- Directed by: Paula Brancati
- Written by: Debra McGrath
- Produced by: Paula Brancati Candice Chow-How Ryan Goldhar Debra McGrath Colin Mochrie
- Starring: Eric Peterson Kinley Mochrie Debra McGrath
- Cinematography: Scott McClellan
- Edited by: Jason P.J. Deschamps
- Music by: Anthony Brancati
- Production company: Bankrupt T. Clown Productions
- Release date: September 17, 2022 (Female Eye);
- Running time: 16 minutes
- Country: Canada
- Language: English

= Junior's Giant =

2022 Canadian short film

Junior's Giant is a Canadian short drama film, directed by Paula Brancati and released in 2022. The film stars Eric Peterson as Junior, an elderly man suffering from Lewy body dementia who begins to hallucinate a giant, causing strain in his loving relationship with his transgender granddaughter Kaye (Kinley Mochrie).

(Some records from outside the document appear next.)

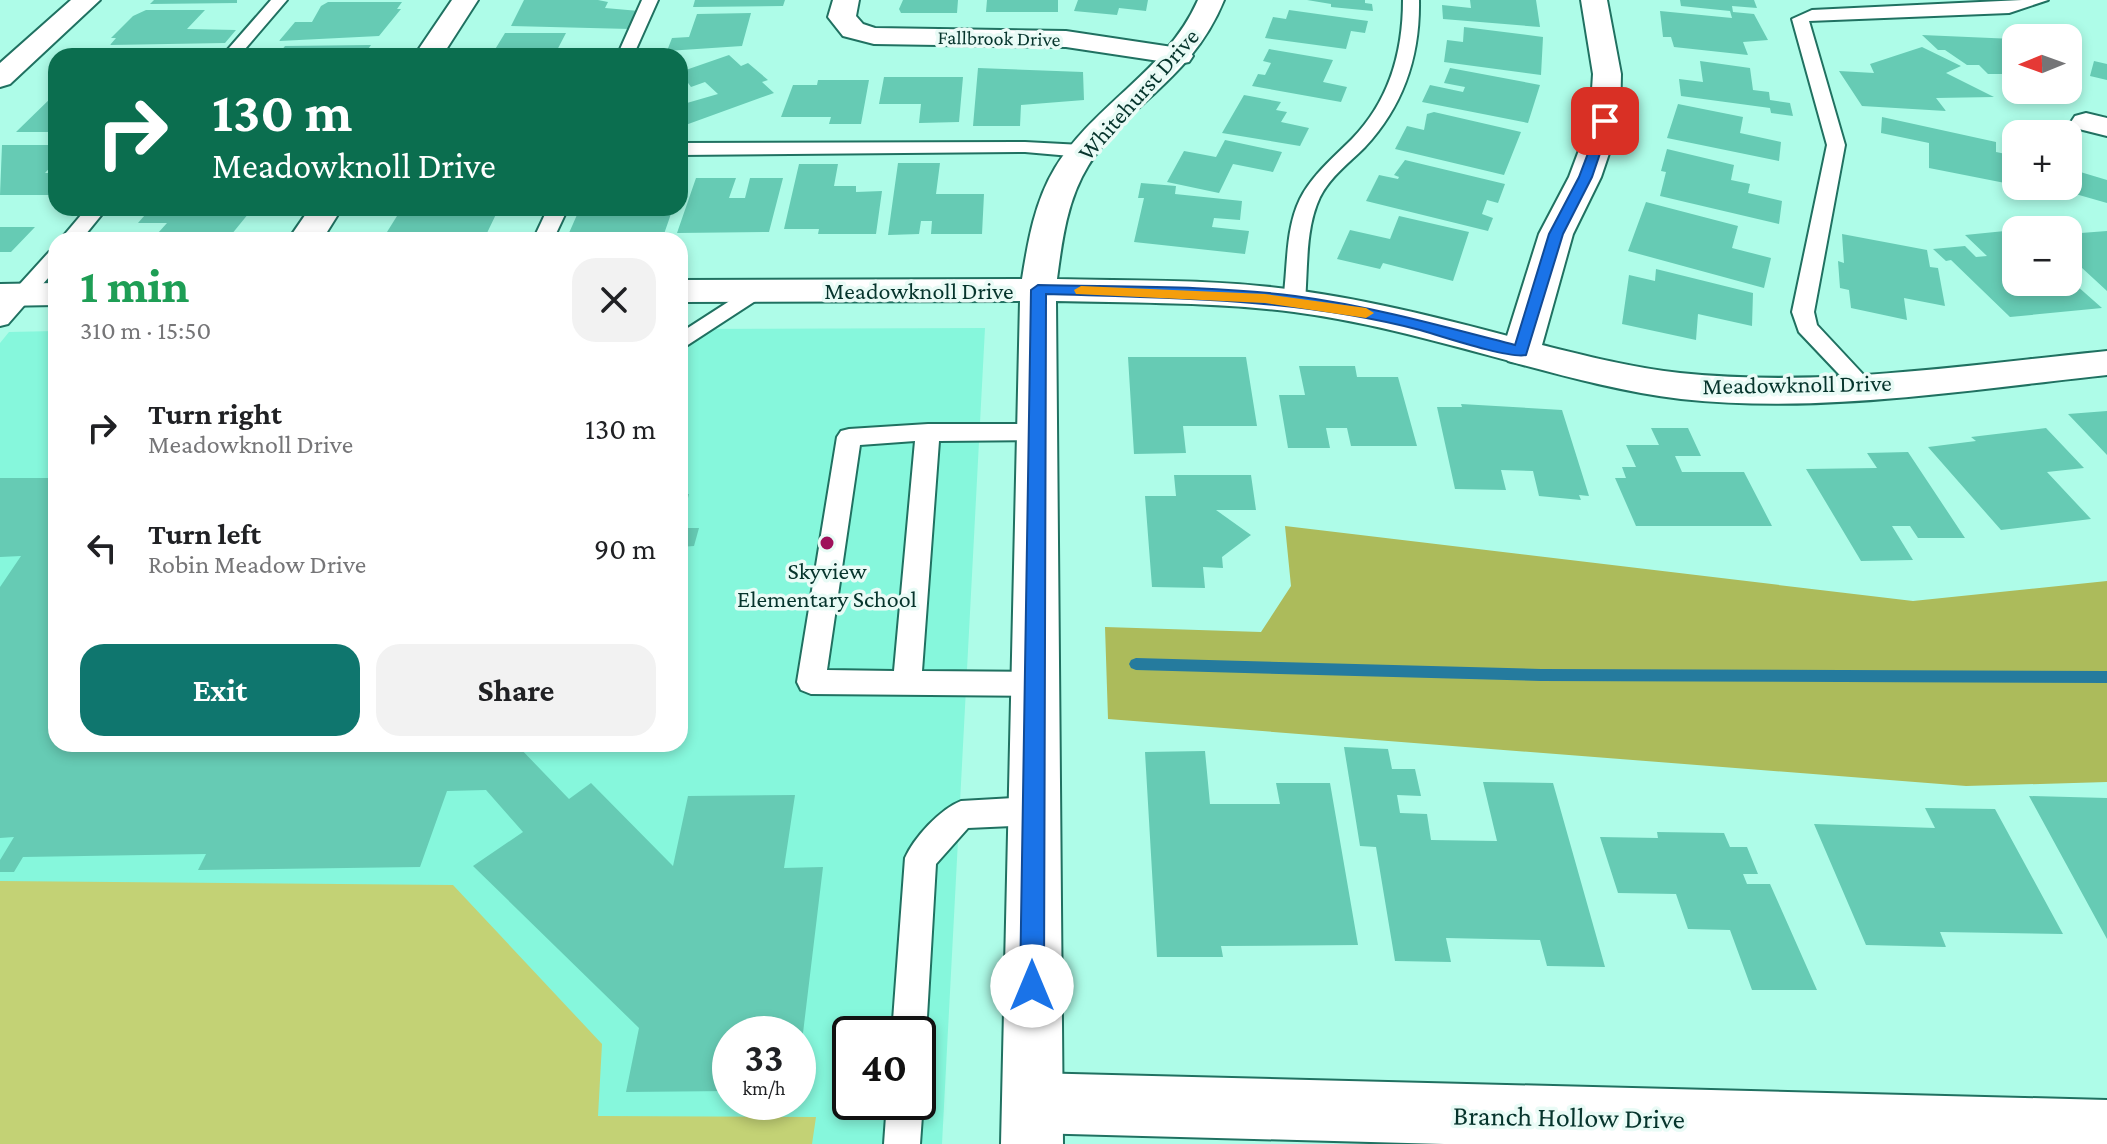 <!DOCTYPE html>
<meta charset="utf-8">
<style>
body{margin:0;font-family:"Crimson Pro",serif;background:#f2f2f2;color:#202124;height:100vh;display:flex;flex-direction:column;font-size:30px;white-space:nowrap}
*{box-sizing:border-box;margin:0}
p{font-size:26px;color:#757577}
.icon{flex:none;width:44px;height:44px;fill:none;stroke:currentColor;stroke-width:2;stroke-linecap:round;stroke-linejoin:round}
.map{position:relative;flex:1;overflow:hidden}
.side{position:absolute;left:48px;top:232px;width:640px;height:520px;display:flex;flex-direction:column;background:#fff;border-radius:24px;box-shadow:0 4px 12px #0003}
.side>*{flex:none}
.banner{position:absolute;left:48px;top:48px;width:640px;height:168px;border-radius:24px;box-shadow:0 4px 12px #0003;background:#0b6e4f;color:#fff;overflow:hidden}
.needle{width:52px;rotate:269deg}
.fabs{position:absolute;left:2002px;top:24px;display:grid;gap:16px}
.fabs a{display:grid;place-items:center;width:80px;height:80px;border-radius:16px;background:#fff;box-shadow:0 4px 12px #0003;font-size:40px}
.speed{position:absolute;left:712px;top:1016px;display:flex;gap:16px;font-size:40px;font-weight:700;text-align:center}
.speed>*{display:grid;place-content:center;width:104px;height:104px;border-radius:50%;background:#fff;box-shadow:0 4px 12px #0003;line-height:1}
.speed small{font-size:20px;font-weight:400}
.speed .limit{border:4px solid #111;border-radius:12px;background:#fff;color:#111}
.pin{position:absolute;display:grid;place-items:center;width:68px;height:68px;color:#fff;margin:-34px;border-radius:16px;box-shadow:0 4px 12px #0006}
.me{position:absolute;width:88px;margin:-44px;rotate:0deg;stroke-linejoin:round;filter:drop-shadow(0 0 6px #0008)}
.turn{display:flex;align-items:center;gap:28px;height:168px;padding:0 32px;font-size:36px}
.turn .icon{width:104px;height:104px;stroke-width:2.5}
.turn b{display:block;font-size:56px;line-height:68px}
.round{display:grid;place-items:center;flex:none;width:84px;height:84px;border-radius:24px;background:#f2f2f2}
.head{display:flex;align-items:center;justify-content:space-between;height:136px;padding:0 32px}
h1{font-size:48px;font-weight:700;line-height:60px;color:#1e9e55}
.action{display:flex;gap:16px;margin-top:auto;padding:16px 32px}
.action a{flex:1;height:92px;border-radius:24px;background:#0f766e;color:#fff;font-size:32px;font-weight:700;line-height:92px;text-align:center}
.action a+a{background:#f2f2f2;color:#202124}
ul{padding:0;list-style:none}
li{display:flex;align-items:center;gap:24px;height:120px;padding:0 32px}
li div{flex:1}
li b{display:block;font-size:30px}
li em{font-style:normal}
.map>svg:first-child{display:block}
</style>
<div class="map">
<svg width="2107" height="1144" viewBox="0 0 2107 1144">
<rect width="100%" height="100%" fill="#aefce8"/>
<path fill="#86f7dc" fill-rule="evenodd" d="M985,328L942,1144H0V343L9,332L56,331V744H680V329ZM730,1034H798V1102H730ZM850,1034H918V1102H850Z"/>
<path fill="#c3d275" d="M0,881L453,885L602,1044L598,1116L816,1117L812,1144H0Z"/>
<path fill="#acbb5b" d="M1285,526L1913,601L2107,581V782L1966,786L1108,719L1105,627L1261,632L1291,586Z"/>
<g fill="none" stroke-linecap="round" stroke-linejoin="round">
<path fill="#257b9e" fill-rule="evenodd" d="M1136,658L1541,669L2107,671V683L1541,681L1136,670L1131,668L1129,664L1131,660Z"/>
</g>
<path fill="#66cbb4" d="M154,0H237V3L150,4Z
M524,0H598L608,2L605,8L639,11L630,29L511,26Z
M695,0H785L783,6L693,7Z
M903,0H958L957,13H901L899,9Z
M987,0H1058V12H986Z
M1078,0H1148L1146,11L1119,8L1117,15L1074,11Z
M1307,0H1365V3L1372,4L1373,11L1331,7V4Z
M1470,0H1536L1540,27L1443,19L1442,5L1471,8Z
M1680,0H1754L1757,8L1732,6L1733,12L1754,14L1768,40L1743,42L1748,55L1674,47L1671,37H1663L1660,11L1732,18L1730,11L1681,6Z
M328,2H402L397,9H401L379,36L279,41L295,22H312L321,6Z
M146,10H205L187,29L236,30L225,43L110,45L116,38H111L133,16Z
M1289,10L1368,21L1365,33L1351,31L1346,49L1265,38L1273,17L1286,19Z
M751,13L742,46L667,51L672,38L689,37L697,14Z
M1464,27L1543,37L1541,75L1444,62L1447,40L1463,42Z
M2012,29L2040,31L2048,38H2016V74H1988L1979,65H1967L1945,50H1938L1922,35L2014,39L2006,31H2014Z
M505,33H566L554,56H491Z
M371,45L363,56H277L285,46Z
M1922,47L1961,66L1946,73L1994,97L1936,98L1946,111L1862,106L1839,71L1874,73L1870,64Z
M1269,49L1333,60L1323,82L1347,87L1341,102L1252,86L1258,74L1265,75L1271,63L1263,61Z
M98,51H164L159,56H93Z
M729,55L741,66L748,63L768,80L762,82L774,93L680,127V105L718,94L705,82L691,87L680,72Z
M1700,61L1750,68L1753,90L1769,92L1770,100L1790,103L1793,116L1771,113L1770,108L1681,96L1679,79L1703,82Z
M2094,61L2107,64V80L2090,76Z
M978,68L1083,72L1084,100L1021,105L1020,126H973Z
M1450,68L1540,85L1528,123L1422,102L1430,85L1463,92L1465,87L1444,83Z
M884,77H963L959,122L919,123L921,104H879Z
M818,80H869L861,124H829L831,117H781L793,85H817Z
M56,93V132H16Z
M1244,95L1281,102L1276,110L1287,112L1281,122L1309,128L1300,146L1222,133Z
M1678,104L1743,117L1740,133L1781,142L1779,161L1667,138Z
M1434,112L1521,132L1504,175L1395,149L1407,126L1424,130L1427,114Z
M1882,117L1996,142V152L2016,156V175L2005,172V183L1929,168V143L1881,133Z
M1225,140L1282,152L1273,172L1233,164L1219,193L1167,182L1184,151L1216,157Z
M2,145H56V161L45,173H56V195H0Z
M1667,149L1734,165L1731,180L1750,184L1748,193L1782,201L1779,224L1660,196L1666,172L1661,171Z
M1405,160L1505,184L1498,203L1487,200L1482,214L1493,218L1488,231L1366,201L1379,175L1398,179L1399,177L1394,175Z
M898,163H940L936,194H984L982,234H931L932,221H921L919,234L888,235Z
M799,164H838L834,186H856V192L882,191L876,234H818L819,229H784Z
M2077,171L2107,180V203L2072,193Z
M696,178H736L729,198H745L750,178H783L769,232L677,233Z
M1141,183L1176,186L1175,194L1242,201L1240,220L1214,218L1212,227L1249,231L1245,254L1134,242L1144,198H1138Z
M1646,202L1738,226L1732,248L1771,258L1764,288L1628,251Z
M151,208H253L227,240H111L117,233H158L167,223H138Z
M402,208H499L487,233H504L500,240H382Z
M580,208H673L664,234L569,233Z
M1399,216L1469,232L1453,281L1383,263L1380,269L1337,259L1350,230L1390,239Z
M0,227H35L11,252H0Z
M2015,230L2016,282H2068V278L2102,308L2010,317L1951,260L1946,261L1933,249L1965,246L1976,257L1987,256L1965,235Z
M2107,231V291L2068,255V234Z
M1842,234L1927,250L1930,267L1938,268L1945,306L1904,298L1907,320L1851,308L1849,290L1840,288L1838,261L1844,263Z
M1656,269L1753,293L1752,326L1698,314L1696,340L1622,324L1629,275L1655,281Z
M1128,357H1246L1257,426H1183L1186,453L1134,454Z
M1299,366H1355L1357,377H1398L1417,446H1351L1347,428H1326L1330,448H1288L1279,395H1305Z
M1461,404L1562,410L1589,496L1579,495L1581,500L1539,496L1533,471L1501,470L1506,490L1455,489L1437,407H1462Z
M2107,411V455L2068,414Z
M1651,428H1688L1701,456H1675L1682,472H1744L1772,526H1636L1615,478H1626L1622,467H1636L1626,445H1659Z
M2046,428L2084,468L2047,472L2091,519L2001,530L1928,447L1976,441L1971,437Z
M1908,452L1965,538H1918L1910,526H1892L1913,560L1861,561L1806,469L1877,468L1867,453Z
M1174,475H1251L1256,510H1216L1251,535L1222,557L1223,568L1203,567L1205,588L1152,587L1145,496H1176Z
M0,478H56V744H516L569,799L591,783L673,866L688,796L795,795L784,868L823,867L800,1058L798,1034H730V1091L626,1092L639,1028L473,866L523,832L486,790L447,791L420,867L198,870L206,854L23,857L14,872H0V860L14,837L0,838V587L21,556L0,557Z
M680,494H689L681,527H680Z
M680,528H699L694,546L680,547Z
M1344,747L1388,749L1392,769H1415L1421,796L1397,795L1400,813L1427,814L1431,840L1497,841L1483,782L1553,783L1605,967L1547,966L1540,940L1446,938L1451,962L1395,961L1376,847L1360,846Z
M1205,751L1210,804H1280L1276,783H1330L1358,945L1221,946L1223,957H1157L1145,752Z
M2029,796L2107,798V939Z
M1925,808L1995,809L2063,934L1940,932L1946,947L1866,945L1814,824L1935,828Z
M1657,832L1724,833L1730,847H1747L1758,874H1743L1747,884H1770L1817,990H1752L1730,930L1688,929L1676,894L1618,893L1600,837L1658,838Z"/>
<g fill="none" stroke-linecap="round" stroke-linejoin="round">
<defs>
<path id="service" d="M271,0H287L239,56H222Z
M642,0H658L633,56H617Z
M1403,0H1419C1420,56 1404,105 1365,147C1349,163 1330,177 1320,197C1305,229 1308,267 1305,301L1301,306H1287L1283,301C1288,267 1285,230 1300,199C1312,175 1333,158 1352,139C1389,101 1403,53 1403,0Z
M2022,0H2048L2009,13L1809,21L1845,145L1814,312L1817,325L1873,385L1870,390H1854L1799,332L1792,312L1827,145L1792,19L1812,10Z
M1025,142L1082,145L1091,151L1082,157L1025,152L680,155V143Z
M87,208H107L81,240H60Z
M548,208H568L553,240H533Z
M56,250V269L8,324L0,326V306L49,252Z
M756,284L763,286L766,291L763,296L680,350V333Z
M928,424H1037L1049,432L1037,440L939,441L922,671L1035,672L1045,676L1049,684L1045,692L1035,696L811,694L801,690L797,682L837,437L841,431L849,429ZM915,441L894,671L827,670L860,445Z
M1033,797L1044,801L1048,811L1044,821L1033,825L968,828L936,864L926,1034L918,1047V1034H892L905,858C914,838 940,809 961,801Z
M918,1090L923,1102L920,1144H884L887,1102H918Z"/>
<path id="minor" d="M71,0H100L10,84L0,87V63Z
M452,0H478L442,56H414Z
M833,0H859L856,16L863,24L875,28L1066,31L1179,48L1189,50L1193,56L1189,62L1179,64L1066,47L874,44L843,36L828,17Z
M1581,0H1607L1621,74L1620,121L1601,177L1573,234L1542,345C1587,356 1633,368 1680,373C1822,388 1966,365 2107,351V375C1966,390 1823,414 1681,399C1622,392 1564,376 1508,361L1502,352L1539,234L1569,177L1590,121L1593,74Z
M2086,113L2107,118V136L2075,128L2071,122L2075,116Z
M310,208H342L322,240H288Z
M1032,1073L2107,1100V1144H1444L1032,1133L1011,1124L1002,1103L1011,1082Z"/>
<path id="tertiary" d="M1198,0H1224C1191,81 1128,102 1088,166C1067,200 1062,241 1057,279C1136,281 1217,279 1295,290C1376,301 1456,322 1534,343L1540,352L1534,361L1521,364C1446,344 1371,322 1294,312C1216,302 1135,303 1056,301L1063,1144H1001L1020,301L680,302V280L1022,279C1028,241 1035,201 1055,168C1095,103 1167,71 1198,0Z
M56,283V305L0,306V284Z"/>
</defs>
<use href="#service" stroke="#207161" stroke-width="4"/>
<use href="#minor" stroke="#207161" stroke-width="4"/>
<use href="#tertiary" stroke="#207161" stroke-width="4"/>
<use href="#service" fill="#fff" fill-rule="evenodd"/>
<use href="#minor" fill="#fff" fill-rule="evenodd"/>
<use href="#tertiary" fill="#fff" fill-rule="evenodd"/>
</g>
<path fill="#1a73e8" stroke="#114b97" stroke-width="2" d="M1601,119L1611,121L1592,177L1563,234L1526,355C1509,359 1441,336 1420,330C1298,298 1172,298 1046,294L1044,986L1040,994L1032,998L1024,994L1020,986L1031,290L1038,285C1123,287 1210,285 1295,296C1370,306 1442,326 1515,345L1549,234L1579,177Z"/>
<path fill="#f59e0b" d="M1081,286L1265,294L1366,308L1374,313L1366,318L1265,303L1076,294L1074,290Z"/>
<circle fill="#9f115b" stroke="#e9fbf6" stroke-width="3" cx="827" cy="543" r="8"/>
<g text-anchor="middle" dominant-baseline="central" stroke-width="7" stroke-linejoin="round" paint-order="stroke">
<g font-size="20" fill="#06342c" stroke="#e9fbf6">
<text transform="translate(999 38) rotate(1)">Fallbrook Drive</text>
</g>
<g font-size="24" fill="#06342c" stroke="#e9fbf6">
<text transform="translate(1138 94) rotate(-48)">Whitehurst Drive</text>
<text x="919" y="290">Meadowknoll Drive</text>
<text transform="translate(1797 384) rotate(-1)">Meadowknoll Drive</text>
</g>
<g font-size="24" fill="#06342c" stroke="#e9fbf6">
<text x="827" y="570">Skyview<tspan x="827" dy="28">Elementary School</tspan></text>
</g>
<g font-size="28" fill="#06342c" stroke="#e9fbf6">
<text transform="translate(1569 1117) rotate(1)">Branch Hollow Drive</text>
</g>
</g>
</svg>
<div class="fabs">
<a><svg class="needle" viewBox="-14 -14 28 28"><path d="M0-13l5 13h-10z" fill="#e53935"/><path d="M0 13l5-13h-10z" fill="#757577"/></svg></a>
<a>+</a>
<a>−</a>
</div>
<div class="speed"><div>33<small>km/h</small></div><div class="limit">40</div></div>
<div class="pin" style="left:1605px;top:121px;background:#d93025"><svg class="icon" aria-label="arrive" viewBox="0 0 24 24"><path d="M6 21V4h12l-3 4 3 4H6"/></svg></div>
<svg class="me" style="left:1032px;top:986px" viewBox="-20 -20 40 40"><circle r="19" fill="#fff"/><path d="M0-13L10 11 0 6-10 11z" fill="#1a73e8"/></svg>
<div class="banner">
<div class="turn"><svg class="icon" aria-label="right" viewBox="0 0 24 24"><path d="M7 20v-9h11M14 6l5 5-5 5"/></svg><div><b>130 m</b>Meadowknoll Drive</div></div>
</div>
<section class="side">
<div class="head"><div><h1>1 min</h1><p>310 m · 15:50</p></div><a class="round"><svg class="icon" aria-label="close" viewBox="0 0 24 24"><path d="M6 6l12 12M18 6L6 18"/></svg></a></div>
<ul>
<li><svg class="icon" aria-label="right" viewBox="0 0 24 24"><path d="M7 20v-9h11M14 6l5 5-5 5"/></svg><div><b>Turn right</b><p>Meadowknoll Drive</p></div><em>130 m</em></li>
<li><svg class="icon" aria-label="left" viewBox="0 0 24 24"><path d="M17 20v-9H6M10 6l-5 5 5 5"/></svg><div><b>Turn left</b><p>Robin Meadow Drive</p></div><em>90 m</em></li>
</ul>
<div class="action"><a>Exit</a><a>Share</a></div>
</section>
</div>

The film was written by Debra McGrath, based in part on her own father's struggles with dementia. She also appears in the film as Junior's daughter and Kaye's mother Dale, with the supporting cast including Ardon Bess, Thom Allison, Al Maini and Savannah Burton.

The film premiered at the 2022 Female Eye Film Festival. It was subsequently screened at the 2023 Canadian Film Festival, and the 2023 Muskoka Queer Film Festival.

Peterson won the award for Best Performance in a Short Film at CFF, and the ACTRA Award for Outstanding Performance, Male or Gender Non-Conforming.